バルケッタはエンジンの異音修理
タイミングベルト交換の際に出来る事
コンディションの良いバルケッタは、車検整備でのお預かりです。今回のメインはタイミングベルト廻りの整備です。年間の走行距離は少なく、距離での管理と言うよりも年数管理でのベルト交換をご案内させて頂いています。バルケッタ、デビュー当時は台数も多かったのですが、減りましたね。現存するのは新車からのワンオーナーで長期的に愛情を注がれていた個体でしょうか。このバルケッタもその例に沿った一台です。
1年に1度、もしくは2年に1度のお預かりをさせて頂き、その時々に合わせ必要となる整備を行っています。各部の状態は良い個体なのですが、ここ何年も気になっていた事が有ります。エンジンの始動時にガラガラ~っと昔のディーゼルエンジンの様な、好ましくないサウンドを轟かせています。綺麗な車なのに、非常に残念な瞬間です。オーナーはあまり気にされていないのか、慣れてしまっているのか、その事への主張は無いのですが、エンジン始動の度に気になります。

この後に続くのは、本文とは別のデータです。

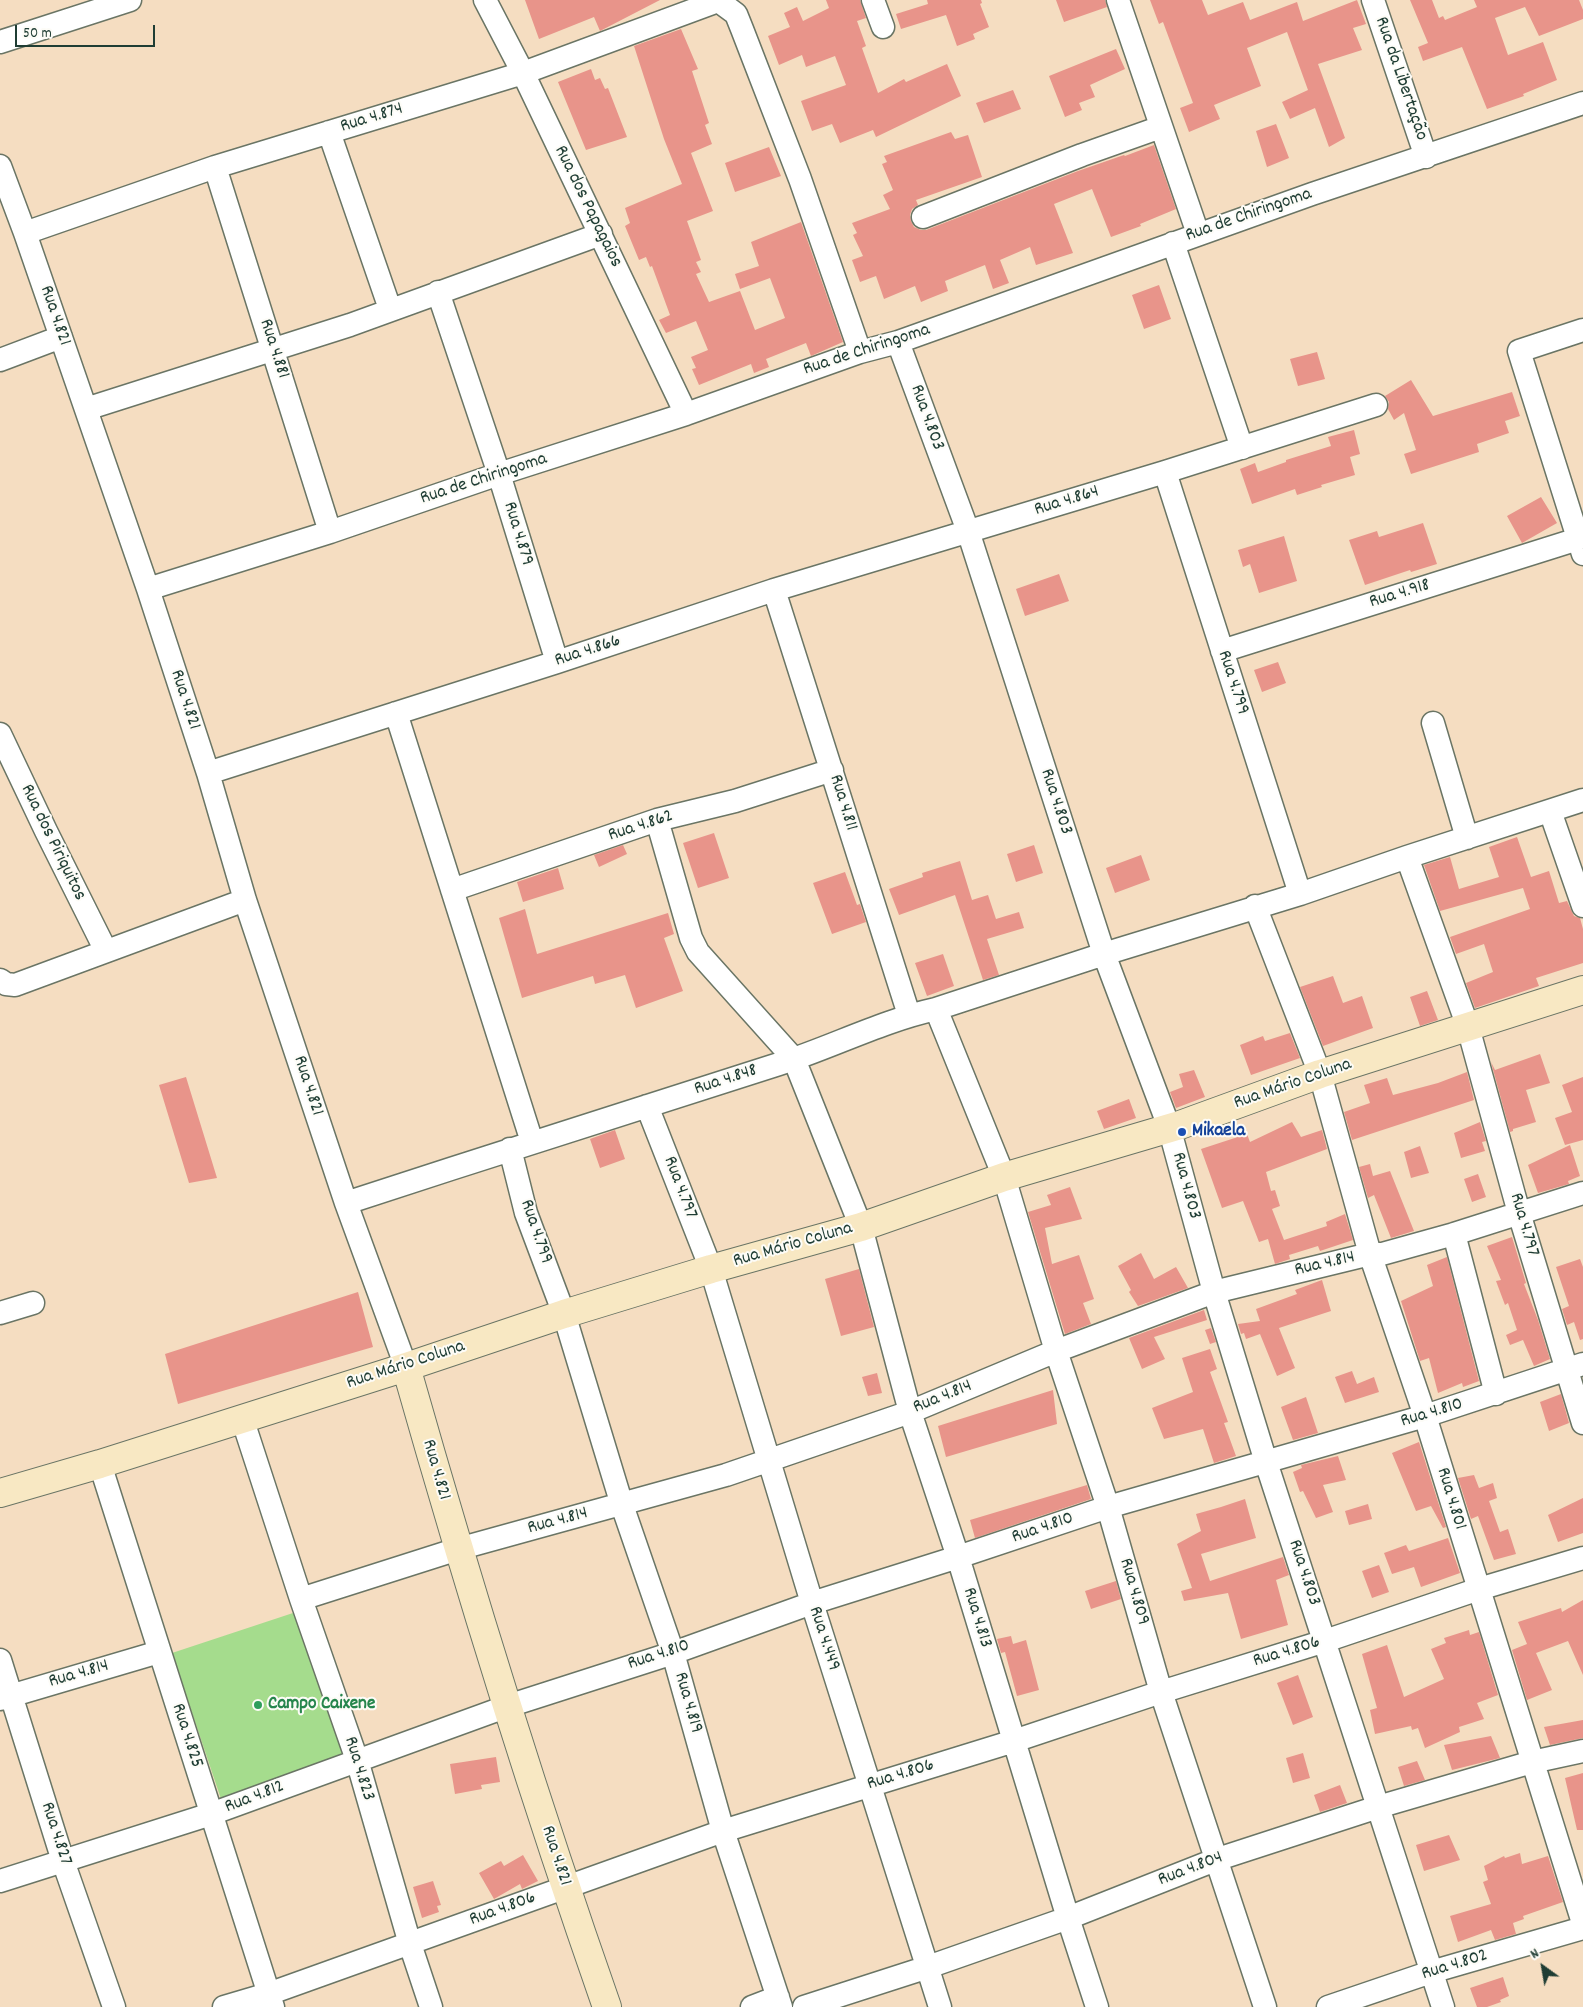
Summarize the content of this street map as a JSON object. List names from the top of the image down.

今回はタイミングベルトを交換しますので、ガラガラの鈍い音の原因も合わせて取り除こうと思います。
バルケッタに搭載されているエンジンは、1.8Lのツインカムです。内部構造はアルファロメオとほぼ同じですが、バランスシャフトは備わらずプントHGTと似ています。この辺りの車も生産終了部品が増えてきていて、時折部品にヒヤッとさせられます。メカニカルな消耗品はほとんど揃うのですが、やはり樹脂・ゴム関係は品薄ですね。
補器類を駆動するベルトはヒビヒビな状態でした。マイナーな事ですが、バルケッタにも当社オリジナルのクランクプーリーは装着が可能です。

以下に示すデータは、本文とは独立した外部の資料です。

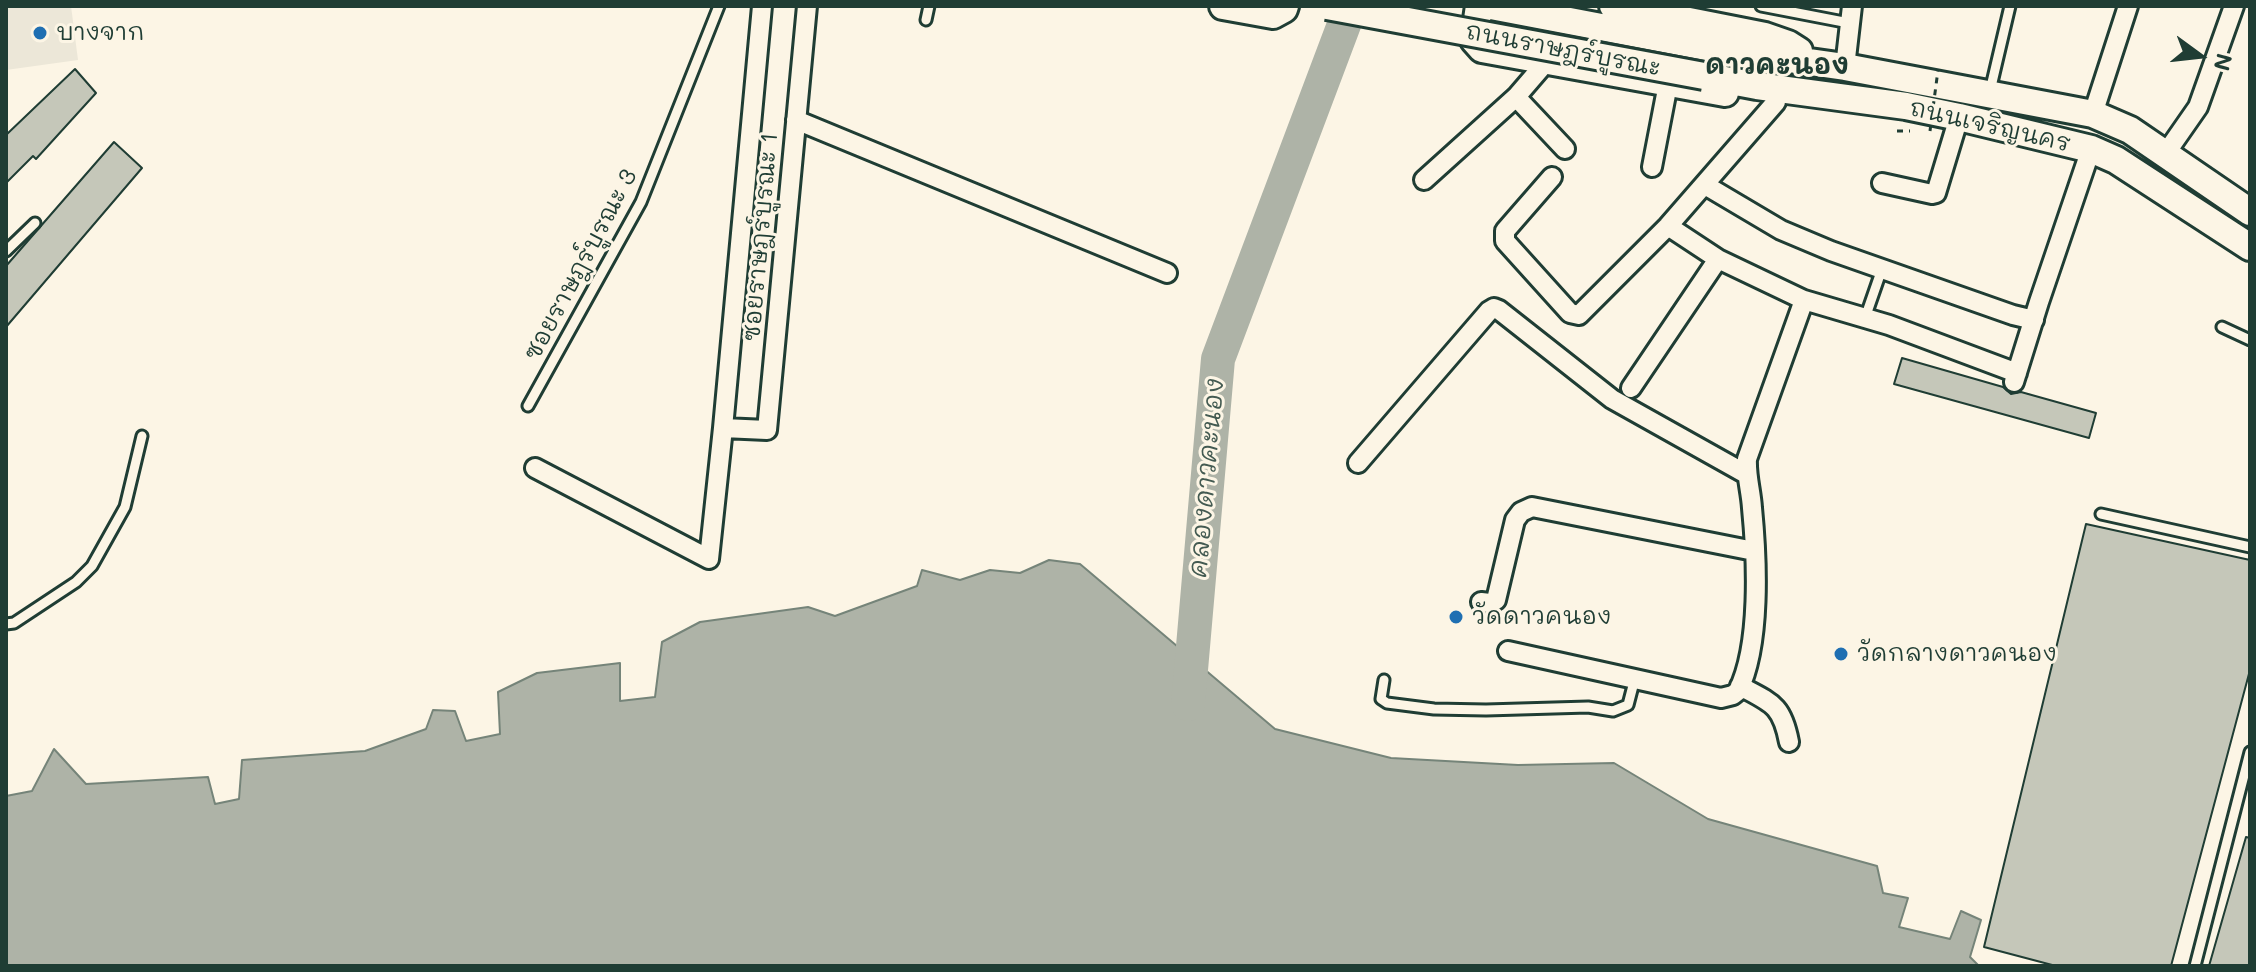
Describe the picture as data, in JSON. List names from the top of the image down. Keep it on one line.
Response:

分解前に各部を点検していると、クーラーコンプレッサに挟まれた異物を発見です。
これ、ベルトを外すと分かりましたが、以前のベルトの切れ端の様な物でした。コンプレッサのプーリにこびり付いてしまっていて、除去するのに実は結構苦労しました。
ガラガラ異音の発生源はこの部品ですね。バルブタイミング・コントローラのバリエータです。手に持つ方は、既に交換した部品です。インテークカムシャフトに装着されていて電磁ソレノイドの通電により作動を制御し、最終的には油圧で駆動されます。オイル管理が良く無いと異音を発する事が多いです。
交換するには、インテーク・エキゾースト両方のカムを外す必要があるので、カムシャフトシールも交換し組付けを進めて行きます。
この後のエンジン始動において、数日ぶりにエンジンを始動しましたがガラガラ音が消え、爽やかな始動に思わず嬉しくなります。
この後、油脂類を交換し引き続き作業を進めます。